With China’s rapidly growing digital economy, the need to develop a “digital rule of law” has become urgent. As such, Chinese courts are beginning to explore the use of new technologies and attempting to facilitate litigation through online means. Examples include online case filing, adopting various forms of AI and blockchain technologies, and establishing the first “internet court” in the world.
China established its first so-called Internet Court in Hangzhou in 2017. With the success of the Hangzhou Court, similar courts in Beijing and Guangzhou were built in 2018.
These internet courts are dedicated to handling first-instance, mostly tech-related cases within the jurisdiction of the court, such as disputes regarding e-commerce, online copyright, domain names, and other cyber torts.
In recent years, and due to the global Covid-19 pandemic, Chinese courts decided to continue broadening the scope and technical applications of this sort of online litigation. Parties can file cases, conduct mediation, appear at hearings, and more. In fact, the public can attend certain public trials through livestreaming.

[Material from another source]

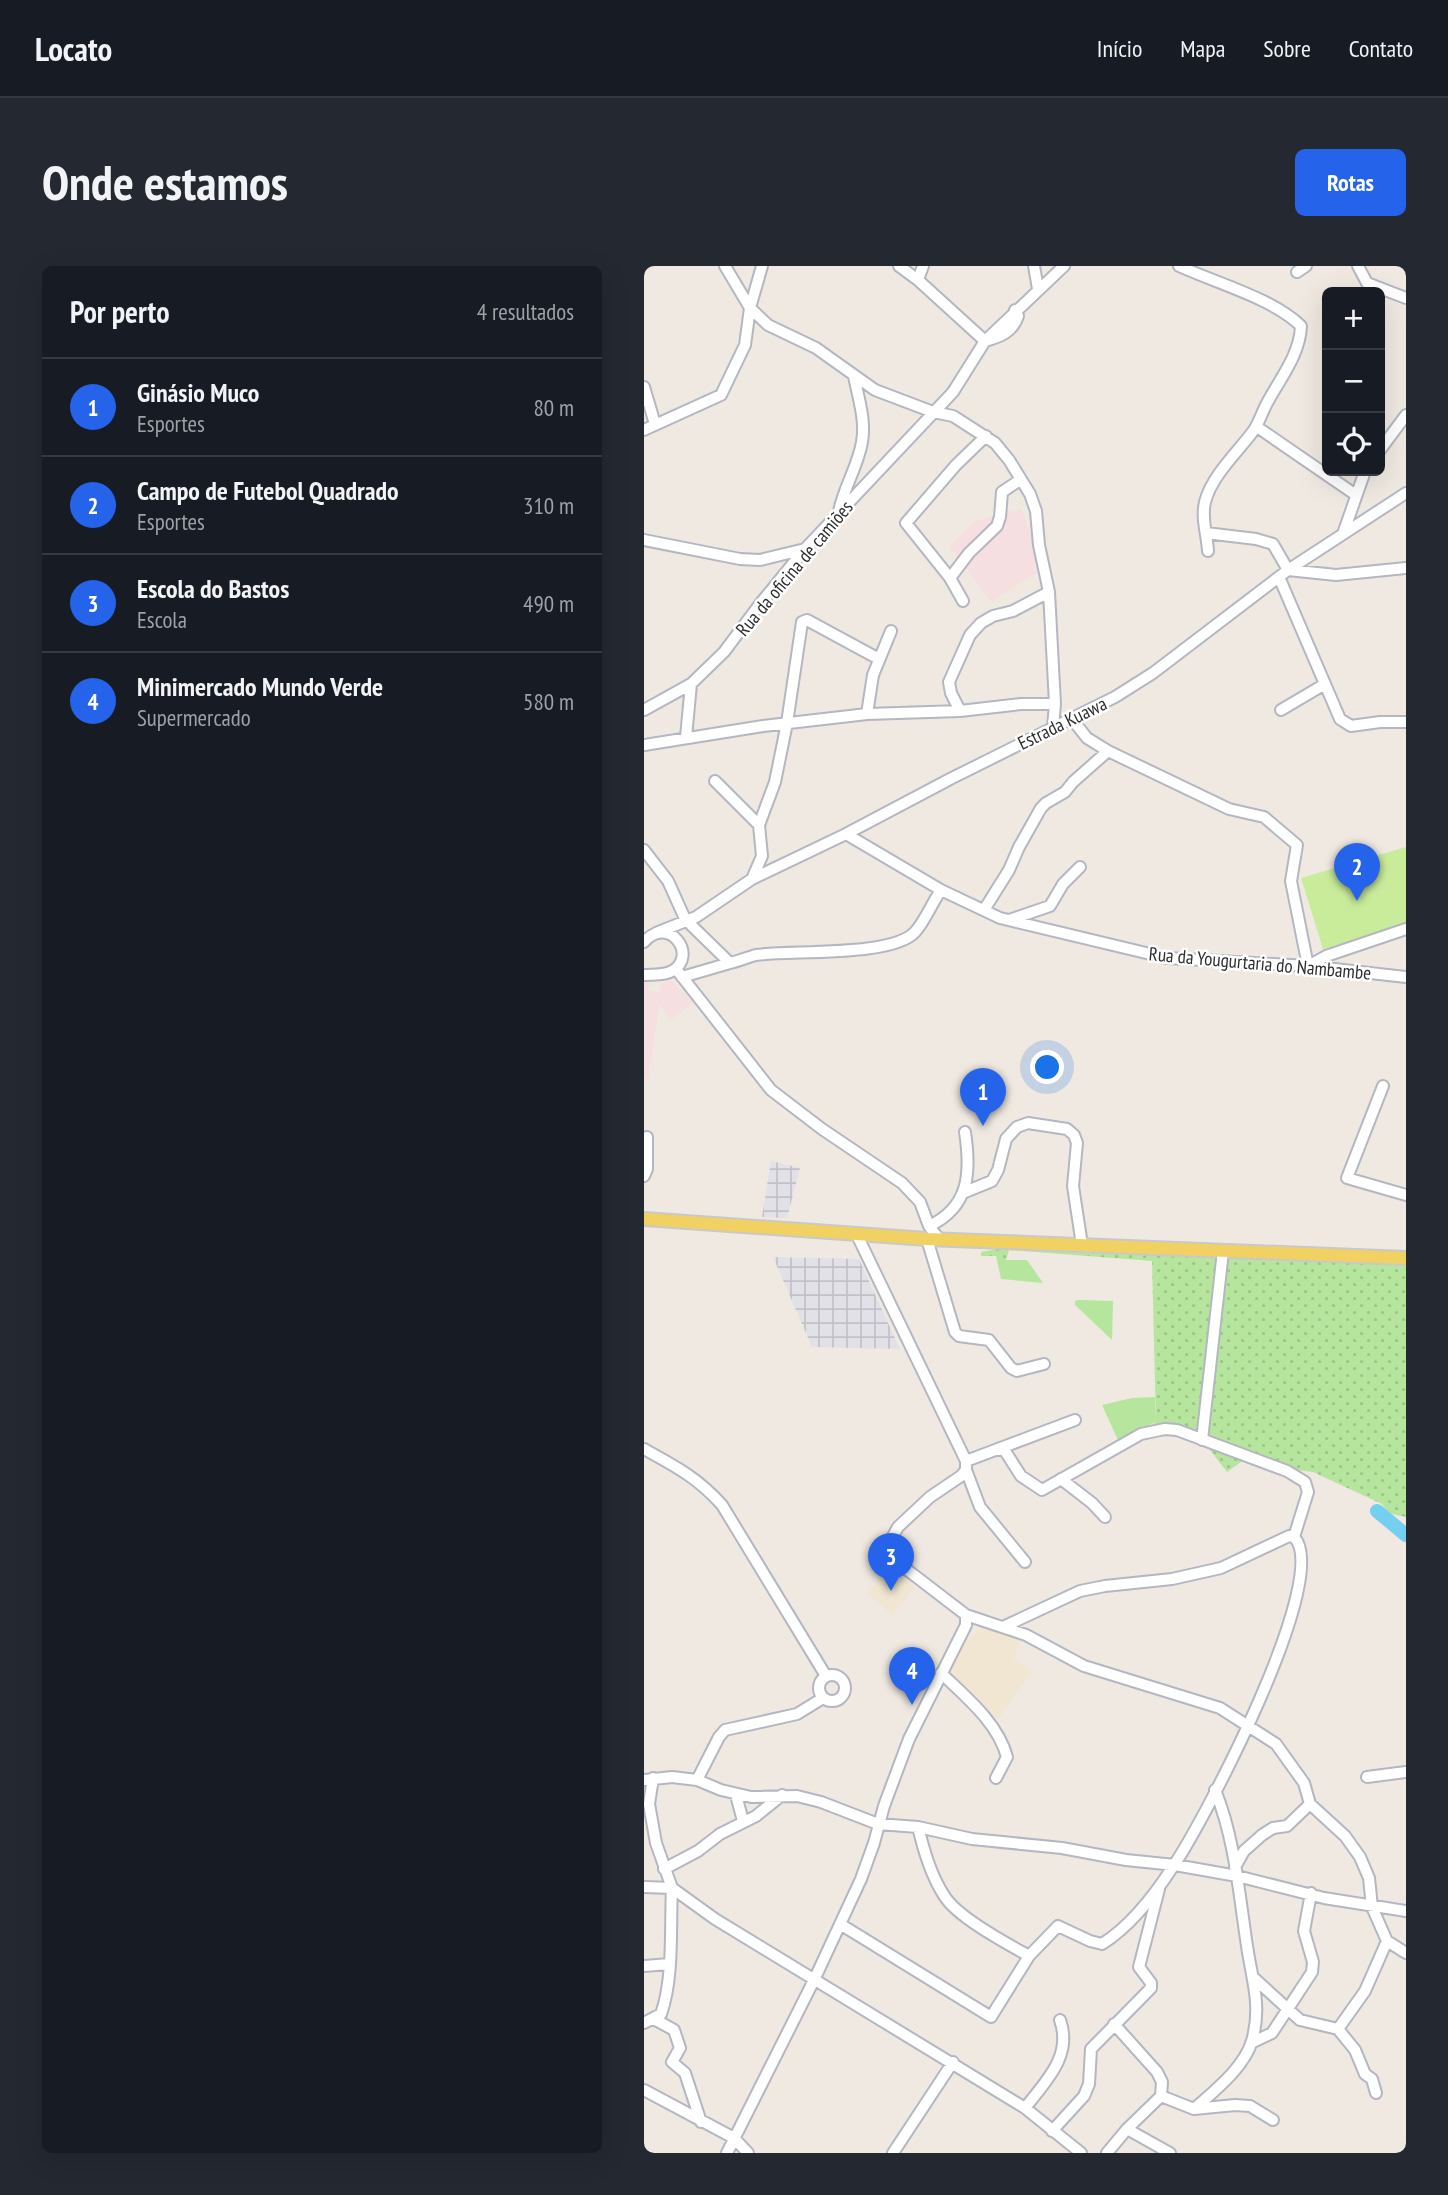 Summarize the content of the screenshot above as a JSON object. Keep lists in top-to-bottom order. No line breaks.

Moreover, courts are adopting technology such as a voice-to-text system, ‘one-click delivery’ (litigation documents are easily sent to parties via e-mail, WeChat etc.), a document writing assistant, and an online electronic signature program.
Courts also utilize appropriate implementations of AI and blockchain technology at this point. The latter has been applied in many Chinese courts for tamper-free evidence gathering and storage. The use of blockchain evidence discovery is significantly faster and more cost-effective, since e-evidence doesn’t have to go through a cumbersome authentication and notarization process that can hamper litigation, especially litigation involving international parties.
Regulating online litigation
With all of this in mind, the Supreme People’s Court enacted the “Rules of Online Litigation of People’s Court”, effective as of August 1, 2021.
The Rules stipulate that online litigation has the same effect as offline litigation and offer guidance on how to manage various aspects of the process, including online case filing, mediation, online hearings, online judgments, and online enforcement.
The Rules apply to all civil, administrative, special procedure, and enforcement cases, certain commutation and parole cases, as well as a limited number of criminal cases that involve a potential fast-track sentencing procedure. The Rules emphasize that the parties’ consent is necessary, and that a certain level of technical skill is required.
The Rules further confirm the legal validity of an electronic document (if requirements prescribed by the Rules are met) such that it can be used without providing original, physical copies, in keeping with the notion that blockchain adds a layer of trust that relevant documents are tamper-free.
It is clear that China aims to become a world leader in the use of new technologies, such as AI and blockchain in litigation. As the digital transformation continues, it will be very interesting to watch the (further) implementation of these technologies.